## What to work on
Each line of the entries, from the first to the line containing "0 #afc6a4) drop-shadow(-2px", is to be transcribed exactly as it stands; include no other lines.

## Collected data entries
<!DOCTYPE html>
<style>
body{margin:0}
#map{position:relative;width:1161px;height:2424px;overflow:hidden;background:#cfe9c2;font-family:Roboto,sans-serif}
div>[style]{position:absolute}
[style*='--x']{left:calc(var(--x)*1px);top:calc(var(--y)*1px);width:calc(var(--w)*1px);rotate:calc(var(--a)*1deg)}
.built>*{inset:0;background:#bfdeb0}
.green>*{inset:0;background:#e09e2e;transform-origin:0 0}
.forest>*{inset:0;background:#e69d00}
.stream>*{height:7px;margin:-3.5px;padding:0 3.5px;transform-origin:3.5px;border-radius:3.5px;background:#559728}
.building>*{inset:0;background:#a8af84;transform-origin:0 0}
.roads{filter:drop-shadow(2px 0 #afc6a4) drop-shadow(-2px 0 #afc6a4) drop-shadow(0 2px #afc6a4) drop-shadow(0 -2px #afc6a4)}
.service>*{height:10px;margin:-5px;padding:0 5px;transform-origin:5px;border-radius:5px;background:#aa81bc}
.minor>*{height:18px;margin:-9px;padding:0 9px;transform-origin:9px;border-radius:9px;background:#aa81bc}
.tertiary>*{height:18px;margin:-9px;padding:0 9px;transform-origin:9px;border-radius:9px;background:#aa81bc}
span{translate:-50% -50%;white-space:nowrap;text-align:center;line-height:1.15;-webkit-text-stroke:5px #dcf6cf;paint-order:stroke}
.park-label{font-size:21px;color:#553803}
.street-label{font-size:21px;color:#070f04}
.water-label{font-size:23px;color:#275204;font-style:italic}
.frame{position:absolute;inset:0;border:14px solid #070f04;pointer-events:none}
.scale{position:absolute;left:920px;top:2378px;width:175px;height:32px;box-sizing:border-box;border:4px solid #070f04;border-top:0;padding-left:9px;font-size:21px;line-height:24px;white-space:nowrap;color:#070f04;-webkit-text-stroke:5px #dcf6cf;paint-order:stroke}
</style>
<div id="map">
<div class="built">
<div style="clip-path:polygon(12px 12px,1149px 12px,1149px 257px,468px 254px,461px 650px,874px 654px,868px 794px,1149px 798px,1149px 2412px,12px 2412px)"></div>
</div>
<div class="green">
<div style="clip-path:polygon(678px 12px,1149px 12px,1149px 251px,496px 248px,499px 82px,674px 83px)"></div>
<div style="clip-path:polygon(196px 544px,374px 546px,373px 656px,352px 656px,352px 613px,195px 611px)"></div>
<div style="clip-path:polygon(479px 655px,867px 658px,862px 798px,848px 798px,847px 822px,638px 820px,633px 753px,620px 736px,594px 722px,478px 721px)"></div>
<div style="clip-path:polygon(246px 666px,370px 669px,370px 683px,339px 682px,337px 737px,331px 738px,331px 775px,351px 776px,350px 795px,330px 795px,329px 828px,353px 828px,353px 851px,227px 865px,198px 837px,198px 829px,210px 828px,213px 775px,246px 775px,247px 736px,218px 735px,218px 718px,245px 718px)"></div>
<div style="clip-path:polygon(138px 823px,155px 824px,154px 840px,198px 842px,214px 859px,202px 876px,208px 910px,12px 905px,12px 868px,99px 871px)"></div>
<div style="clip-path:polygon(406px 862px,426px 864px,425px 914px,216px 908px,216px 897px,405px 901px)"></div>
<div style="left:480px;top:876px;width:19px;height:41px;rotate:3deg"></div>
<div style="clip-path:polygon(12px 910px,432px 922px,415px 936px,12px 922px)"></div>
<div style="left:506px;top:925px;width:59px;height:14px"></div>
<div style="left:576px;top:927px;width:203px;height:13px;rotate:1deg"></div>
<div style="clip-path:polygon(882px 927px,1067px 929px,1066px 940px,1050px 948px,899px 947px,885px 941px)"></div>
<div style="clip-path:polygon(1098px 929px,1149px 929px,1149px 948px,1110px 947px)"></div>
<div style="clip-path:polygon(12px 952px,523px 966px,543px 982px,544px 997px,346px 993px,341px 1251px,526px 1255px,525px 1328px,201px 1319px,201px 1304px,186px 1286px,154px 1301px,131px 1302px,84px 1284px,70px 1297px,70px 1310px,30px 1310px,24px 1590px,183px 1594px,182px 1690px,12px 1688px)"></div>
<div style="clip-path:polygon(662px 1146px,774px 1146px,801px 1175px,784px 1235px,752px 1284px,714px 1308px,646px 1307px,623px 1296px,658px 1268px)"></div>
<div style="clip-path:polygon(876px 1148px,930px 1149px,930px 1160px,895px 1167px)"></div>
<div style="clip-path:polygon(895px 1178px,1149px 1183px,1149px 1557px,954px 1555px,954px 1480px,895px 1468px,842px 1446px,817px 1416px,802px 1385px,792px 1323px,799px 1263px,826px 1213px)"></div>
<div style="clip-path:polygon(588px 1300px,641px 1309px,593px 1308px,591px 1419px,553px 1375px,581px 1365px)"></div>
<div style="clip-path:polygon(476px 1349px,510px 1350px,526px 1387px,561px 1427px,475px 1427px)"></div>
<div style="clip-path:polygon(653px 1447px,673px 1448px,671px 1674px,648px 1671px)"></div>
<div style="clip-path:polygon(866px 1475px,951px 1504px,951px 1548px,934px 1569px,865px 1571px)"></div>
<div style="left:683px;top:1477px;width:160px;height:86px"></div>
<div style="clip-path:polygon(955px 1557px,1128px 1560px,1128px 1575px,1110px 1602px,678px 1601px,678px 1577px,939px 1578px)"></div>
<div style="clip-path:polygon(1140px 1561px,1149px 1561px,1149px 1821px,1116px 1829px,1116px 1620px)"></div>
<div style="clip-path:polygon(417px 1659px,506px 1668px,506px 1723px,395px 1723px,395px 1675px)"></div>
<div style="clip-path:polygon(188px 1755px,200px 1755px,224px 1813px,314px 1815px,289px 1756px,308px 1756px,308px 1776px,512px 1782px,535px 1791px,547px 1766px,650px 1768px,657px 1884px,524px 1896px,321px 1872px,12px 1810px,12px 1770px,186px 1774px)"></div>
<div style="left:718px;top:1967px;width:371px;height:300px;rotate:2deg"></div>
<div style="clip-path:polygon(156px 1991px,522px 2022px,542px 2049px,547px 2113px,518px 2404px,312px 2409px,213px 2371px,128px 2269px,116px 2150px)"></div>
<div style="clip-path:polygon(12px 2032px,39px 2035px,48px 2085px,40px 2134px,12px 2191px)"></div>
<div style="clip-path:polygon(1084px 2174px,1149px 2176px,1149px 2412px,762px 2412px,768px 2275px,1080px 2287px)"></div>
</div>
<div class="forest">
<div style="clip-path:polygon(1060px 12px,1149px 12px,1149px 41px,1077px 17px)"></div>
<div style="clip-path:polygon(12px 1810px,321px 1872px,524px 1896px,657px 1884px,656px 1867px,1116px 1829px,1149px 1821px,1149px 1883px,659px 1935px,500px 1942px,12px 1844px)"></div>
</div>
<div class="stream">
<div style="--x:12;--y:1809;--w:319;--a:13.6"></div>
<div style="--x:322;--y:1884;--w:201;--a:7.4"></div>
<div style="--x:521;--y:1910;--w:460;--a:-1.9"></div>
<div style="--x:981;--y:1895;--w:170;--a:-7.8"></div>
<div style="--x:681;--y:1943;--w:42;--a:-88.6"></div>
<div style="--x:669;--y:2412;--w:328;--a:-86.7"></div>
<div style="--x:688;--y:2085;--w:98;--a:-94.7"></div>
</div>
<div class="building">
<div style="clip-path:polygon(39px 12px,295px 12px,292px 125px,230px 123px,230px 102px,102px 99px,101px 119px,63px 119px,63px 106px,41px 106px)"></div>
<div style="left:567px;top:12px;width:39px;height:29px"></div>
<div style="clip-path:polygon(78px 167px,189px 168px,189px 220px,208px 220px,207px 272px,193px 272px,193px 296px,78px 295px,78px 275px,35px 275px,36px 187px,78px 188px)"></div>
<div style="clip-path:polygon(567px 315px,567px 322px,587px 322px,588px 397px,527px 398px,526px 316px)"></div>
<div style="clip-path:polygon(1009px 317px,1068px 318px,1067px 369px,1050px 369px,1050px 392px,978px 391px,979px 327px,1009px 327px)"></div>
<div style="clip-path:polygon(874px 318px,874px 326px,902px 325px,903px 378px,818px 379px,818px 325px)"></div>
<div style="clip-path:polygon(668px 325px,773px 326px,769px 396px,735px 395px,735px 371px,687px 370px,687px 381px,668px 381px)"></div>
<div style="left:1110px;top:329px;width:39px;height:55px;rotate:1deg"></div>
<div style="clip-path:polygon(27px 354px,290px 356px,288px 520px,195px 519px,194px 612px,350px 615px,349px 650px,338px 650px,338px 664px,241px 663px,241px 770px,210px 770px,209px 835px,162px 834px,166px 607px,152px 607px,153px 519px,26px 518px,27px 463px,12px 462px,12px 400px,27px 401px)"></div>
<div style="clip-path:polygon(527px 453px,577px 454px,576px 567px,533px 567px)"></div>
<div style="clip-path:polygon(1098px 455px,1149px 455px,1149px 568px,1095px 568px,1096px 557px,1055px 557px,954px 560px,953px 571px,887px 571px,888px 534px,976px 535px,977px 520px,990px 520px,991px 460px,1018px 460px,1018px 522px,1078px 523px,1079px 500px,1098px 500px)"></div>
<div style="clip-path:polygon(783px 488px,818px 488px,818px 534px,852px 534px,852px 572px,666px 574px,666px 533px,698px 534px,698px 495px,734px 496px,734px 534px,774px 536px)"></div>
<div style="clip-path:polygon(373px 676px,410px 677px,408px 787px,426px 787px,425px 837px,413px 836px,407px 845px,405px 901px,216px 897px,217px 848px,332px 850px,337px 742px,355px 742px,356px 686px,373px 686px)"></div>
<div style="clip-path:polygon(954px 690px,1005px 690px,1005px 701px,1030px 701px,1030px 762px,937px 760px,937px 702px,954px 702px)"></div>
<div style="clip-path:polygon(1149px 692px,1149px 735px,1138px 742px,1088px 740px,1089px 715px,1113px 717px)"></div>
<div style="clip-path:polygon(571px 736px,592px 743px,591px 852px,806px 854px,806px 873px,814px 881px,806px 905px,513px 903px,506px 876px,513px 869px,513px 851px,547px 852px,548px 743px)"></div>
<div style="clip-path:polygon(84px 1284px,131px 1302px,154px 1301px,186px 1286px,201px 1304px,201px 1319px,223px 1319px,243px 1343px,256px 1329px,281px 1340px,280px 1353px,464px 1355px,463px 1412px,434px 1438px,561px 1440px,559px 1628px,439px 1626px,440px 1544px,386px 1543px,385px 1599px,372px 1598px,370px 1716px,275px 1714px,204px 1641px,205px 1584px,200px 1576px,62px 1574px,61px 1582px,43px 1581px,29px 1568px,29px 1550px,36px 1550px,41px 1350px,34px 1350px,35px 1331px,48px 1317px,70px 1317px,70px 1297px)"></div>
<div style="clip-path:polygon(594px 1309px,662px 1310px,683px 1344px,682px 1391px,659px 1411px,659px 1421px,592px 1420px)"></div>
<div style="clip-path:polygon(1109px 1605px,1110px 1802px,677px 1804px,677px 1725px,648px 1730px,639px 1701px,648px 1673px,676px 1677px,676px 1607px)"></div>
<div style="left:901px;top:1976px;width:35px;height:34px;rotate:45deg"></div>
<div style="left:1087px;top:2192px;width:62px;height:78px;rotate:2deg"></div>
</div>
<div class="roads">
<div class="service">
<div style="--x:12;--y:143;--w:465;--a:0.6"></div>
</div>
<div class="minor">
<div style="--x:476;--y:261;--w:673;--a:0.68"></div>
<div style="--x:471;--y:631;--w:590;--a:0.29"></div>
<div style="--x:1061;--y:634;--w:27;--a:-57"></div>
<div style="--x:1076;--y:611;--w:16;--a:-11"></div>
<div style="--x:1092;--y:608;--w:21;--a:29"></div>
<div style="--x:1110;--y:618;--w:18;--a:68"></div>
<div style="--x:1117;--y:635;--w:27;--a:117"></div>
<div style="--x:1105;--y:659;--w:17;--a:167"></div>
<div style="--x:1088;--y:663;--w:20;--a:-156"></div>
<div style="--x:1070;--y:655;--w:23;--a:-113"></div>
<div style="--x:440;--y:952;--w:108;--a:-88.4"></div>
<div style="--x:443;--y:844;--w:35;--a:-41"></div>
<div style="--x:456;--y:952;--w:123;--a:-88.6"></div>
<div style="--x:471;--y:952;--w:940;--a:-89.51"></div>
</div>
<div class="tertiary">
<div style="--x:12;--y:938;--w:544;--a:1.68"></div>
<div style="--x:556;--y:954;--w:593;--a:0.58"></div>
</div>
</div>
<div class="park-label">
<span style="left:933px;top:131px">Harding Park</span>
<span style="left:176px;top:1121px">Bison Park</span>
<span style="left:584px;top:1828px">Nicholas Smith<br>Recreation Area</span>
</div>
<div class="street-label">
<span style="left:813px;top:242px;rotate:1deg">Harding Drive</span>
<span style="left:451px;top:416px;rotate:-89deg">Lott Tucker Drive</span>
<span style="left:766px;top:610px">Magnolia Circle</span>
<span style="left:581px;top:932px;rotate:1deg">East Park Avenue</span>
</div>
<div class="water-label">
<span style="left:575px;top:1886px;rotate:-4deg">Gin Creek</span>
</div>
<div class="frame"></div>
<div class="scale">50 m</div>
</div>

## The answer
<!DOCTYPE html>
<style>
body{margin:0}
#map{position:relative;width:1161px;height:2424px;overflow:hidden;background:#cfe9c2;font-family:Roboto,sans-serif}
div>[style]{position:absolute}
[style*='--x']{left:calc(var(--x)*1px);top:calc(var(--y)*1px);width:calc(var(--w)*1px);rotate:calc(var(--a)*1deg)}
.built>*{inset:0;background:#bfdeb0}
.green>*{inset:0;background:#e09e2e;transform-origin:0 0}
.forest>*{inset:0;background:#e69d00}
.stream>*{height:7px;margin:-3.5px;padding:0 3.5px;transform-origin:3.5px;border-radius:3.5px;background:#559728}
.building>*{inset:0;background:#a8af84;transform-origin:0 0}
.roads{filter:drop-shadow(2px 0 #afc6a4) drop-shadow(-2px 0 #afc6a4) drop-shadow(0 2px #afc6a4) drop-shadow(0 -2px #afc6a4)}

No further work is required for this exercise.